What you need to do → Write out the listing exactly, from its first line through the line holding "position:relative; width:565px; height:524px;", but include none of the pictures.

Data for this task →
_ _ _ _ _ _ _

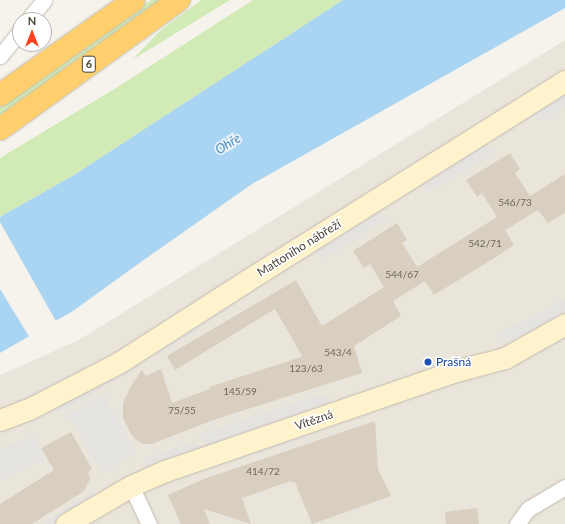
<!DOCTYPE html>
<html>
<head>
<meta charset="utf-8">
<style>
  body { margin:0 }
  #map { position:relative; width:565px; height:524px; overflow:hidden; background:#f6f3ec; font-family:Lato,sans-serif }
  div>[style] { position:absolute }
  .residential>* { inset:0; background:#eae5da }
  .green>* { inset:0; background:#d2eab5 }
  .parking>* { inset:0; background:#e5e3e0 }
  .water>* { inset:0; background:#a9d4f2 }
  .pier>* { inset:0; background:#f6f3ec }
  .building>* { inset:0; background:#d8cfc1 }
  .roads { filter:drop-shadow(0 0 1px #c2bbae) drop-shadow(0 0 1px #c2bbae) }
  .street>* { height:15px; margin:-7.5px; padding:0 7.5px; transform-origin:7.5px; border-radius:7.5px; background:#fff }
  .secondary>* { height:21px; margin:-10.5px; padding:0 10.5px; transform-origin:10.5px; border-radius:10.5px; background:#fff3cd }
  .highway>* { height:22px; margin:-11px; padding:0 11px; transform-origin:11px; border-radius:11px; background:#ffcf6e }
  .dots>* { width:11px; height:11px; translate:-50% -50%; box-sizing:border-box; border:2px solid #fff; border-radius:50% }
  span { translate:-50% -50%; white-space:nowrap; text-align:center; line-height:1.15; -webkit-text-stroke:3px #fff; paint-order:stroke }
  .number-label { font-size:10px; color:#6e675b }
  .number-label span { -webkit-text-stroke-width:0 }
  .shield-label span { padding:1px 3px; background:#fff; border:1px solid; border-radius:3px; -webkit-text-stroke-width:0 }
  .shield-label { font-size:11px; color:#4b4439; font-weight:700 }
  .street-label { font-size:12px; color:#4b4439 }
  .transit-label { font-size:12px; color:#164399 }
  .left { translate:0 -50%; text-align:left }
  .water-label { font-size:13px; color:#2e7ab2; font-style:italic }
  .north { position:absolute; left:12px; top:12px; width:40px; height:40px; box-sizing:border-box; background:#fff; border:1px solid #b7b4b0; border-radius:50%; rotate:0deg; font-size:11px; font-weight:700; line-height:16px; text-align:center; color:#4b4439 }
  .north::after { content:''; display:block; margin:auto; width:14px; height:18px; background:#fc3f1d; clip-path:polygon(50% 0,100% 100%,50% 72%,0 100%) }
</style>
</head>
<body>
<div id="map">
  <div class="residential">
    <i style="clip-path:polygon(565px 40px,565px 524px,0 524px,0 375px,77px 341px)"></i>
  </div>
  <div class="green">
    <i style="clip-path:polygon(151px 0,165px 0,0 115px,0 107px,2px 105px)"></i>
    <i style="clip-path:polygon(201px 0,230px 0,132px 60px,161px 30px)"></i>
    <i style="clip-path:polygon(253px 0,343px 0,74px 175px,0 217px,0 158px,116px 88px)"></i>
  </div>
  <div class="parking">
    <i style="clip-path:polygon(565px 91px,565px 108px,544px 121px,528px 114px)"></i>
    <i style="clip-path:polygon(482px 143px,496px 151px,431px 192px,416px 184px)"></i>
    <i style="clip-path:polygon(376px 210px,390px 218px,325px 258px,309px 250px)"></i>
    <i style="clip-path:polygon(235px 297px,235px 305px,156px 356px,149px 354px)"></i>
    <i style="clip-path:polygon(565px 298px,565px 313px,546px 325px,506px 343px,497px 335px,498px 332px,538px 314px)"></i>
    <i style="clip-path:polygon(138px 359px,139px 367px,56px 414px,49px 409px)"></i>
    <i style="clip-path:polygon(320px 394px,334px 401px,210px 445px,198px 438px,198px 436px)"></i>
    <i style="clip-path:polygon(104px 395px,136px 454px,102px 474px,76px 426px,64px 417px)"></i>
    <i style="clip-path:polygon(307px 430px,309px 436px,234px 462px,232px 456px)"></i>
    <i style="clip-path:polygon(34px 436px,45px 459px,0 480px,0 449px)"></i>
    <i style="clip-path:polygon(193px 442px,205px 448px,148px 468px,144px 459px)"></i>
    <i style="clip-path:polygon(91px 492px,95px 498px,54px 524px,42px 524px)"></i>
  </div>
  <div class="water">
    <i style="clip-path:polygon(343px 0,565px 0,565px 8px,252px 184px,138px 264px,73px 311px,0 353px,0 217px,74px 175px)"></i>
  </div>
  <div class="pier">
    <i style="clip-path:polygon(0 222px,57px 323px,30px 338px,0 289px)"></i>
  </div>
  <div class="building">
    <i style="clip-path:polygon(510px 153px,520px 169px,515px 173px,530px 196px,565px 174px,565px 213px,548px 223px,538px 210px,505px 230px,514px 245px,496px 257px,434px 295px,425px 281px,393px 301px,401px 316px,354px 346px,362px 373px,213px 420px,152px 444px,143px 444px,136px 440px,131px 434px,123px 418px,123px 403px,132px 384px,142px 370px,146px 376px,161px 369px,172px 403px,210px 389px,209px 387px,298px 358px,302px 356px,275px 309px,175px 370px,167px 356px,296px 280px,322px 326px,384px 287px,370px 264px,364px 268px,353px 251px,397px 223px,407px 240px,402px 243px,417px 267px,497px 217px,482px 193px,477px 197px,466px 180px)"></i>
    <i style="clip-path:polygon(375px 421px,378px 469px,391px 496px,312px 524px,295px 482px,292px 483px,291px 481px,242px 498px,251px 524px,204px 509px,210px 524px,181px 524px,168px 495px,204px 479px)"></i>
    <i style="clip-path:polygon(71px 432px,92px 469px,88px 472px,90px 479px,84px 491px,32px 524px,0 524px,0 504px,54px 470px,41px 448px)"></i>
    <i style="clip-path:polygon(477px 508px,479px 524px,446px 524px,445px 512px)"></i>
  </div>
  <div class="roads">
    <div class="street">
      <i style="left:28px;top:20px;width:26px;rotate:-51deg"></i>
      <i style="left:0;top:56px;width:32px;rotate:-51deg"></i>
      <i style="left:131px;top:486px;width:42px;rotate:64.7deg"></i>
      <i style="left:517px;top:524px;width:19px;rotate:-54deg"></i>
      <i style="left:528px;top:509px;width:43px;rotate:-30.7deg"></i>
    </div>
    <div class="secondary">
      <i style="left:0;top:420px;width:31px;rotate:-21deg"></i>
      <i style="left:29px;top:409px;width:102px;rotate:-27.3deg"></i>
      <i style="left:120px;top:362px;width:150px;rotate:-32.7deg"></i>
      <i style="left:246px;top:281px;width:377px;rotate:-32.1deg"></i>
      <i style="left:66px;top:524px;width:75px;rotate:-30.3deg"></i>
      <i style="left:131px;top:486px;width:37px;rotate:-24deg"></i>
      <i style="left:165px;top:471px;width:308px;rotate:-19deg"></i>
      <i style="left:456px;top:371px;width:51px;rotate:-14.9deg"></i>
      <i style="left:505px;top:358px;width:69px;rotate:-29.5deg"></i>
    </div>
    <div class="highway">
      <i style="left:0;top:95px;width:164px;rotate:-35.3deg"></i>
      <i style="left:0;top:129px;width:221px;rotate:-35.8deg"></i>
    </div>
  </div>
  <div class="dots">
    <i style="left:428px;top:362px;background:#1a4fb4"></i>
  </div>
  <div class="number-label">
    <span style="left:515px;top:203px">546/73</span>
    <span style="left:485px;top:244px">542/71</span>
    <span style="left:402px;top:275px">544/67</span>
    <span style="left:338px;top:353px">543/4</span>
    <span style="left:306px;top:369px">123/63</span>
    <span style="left:240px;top:392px">145/59</span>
    <span style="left:182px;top:411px">75/55</span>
    <span style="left:263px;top:472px">414/72</span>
  </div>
  <div class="shield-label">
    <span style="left:89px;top:64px">6</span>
  </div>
  <div class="street-label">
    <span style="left:299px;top:248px;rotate:-32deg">Mattoniho nábřeží</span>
    <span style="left:314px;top:420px;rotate:-19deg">Vítězná</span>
  </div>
  <div class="transit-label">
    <span class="left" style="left:436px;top:362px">Prašná</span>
  </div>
  <div class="water-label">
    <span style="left:228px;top:144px;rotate:-32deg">Ohře</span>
  </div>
  <div class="north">N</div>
</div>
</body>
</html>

_ _ _ _ _ _ _

Written solution →
<!DOCTYPE html>
<html>
<head>
<meta charset="utf-8">
<style>
  body { margin:0 }
  #map { position:relative; width:565px; height:524px; overflow:hidden; background:#f6f3ec; font-family:Lato,sans-serif }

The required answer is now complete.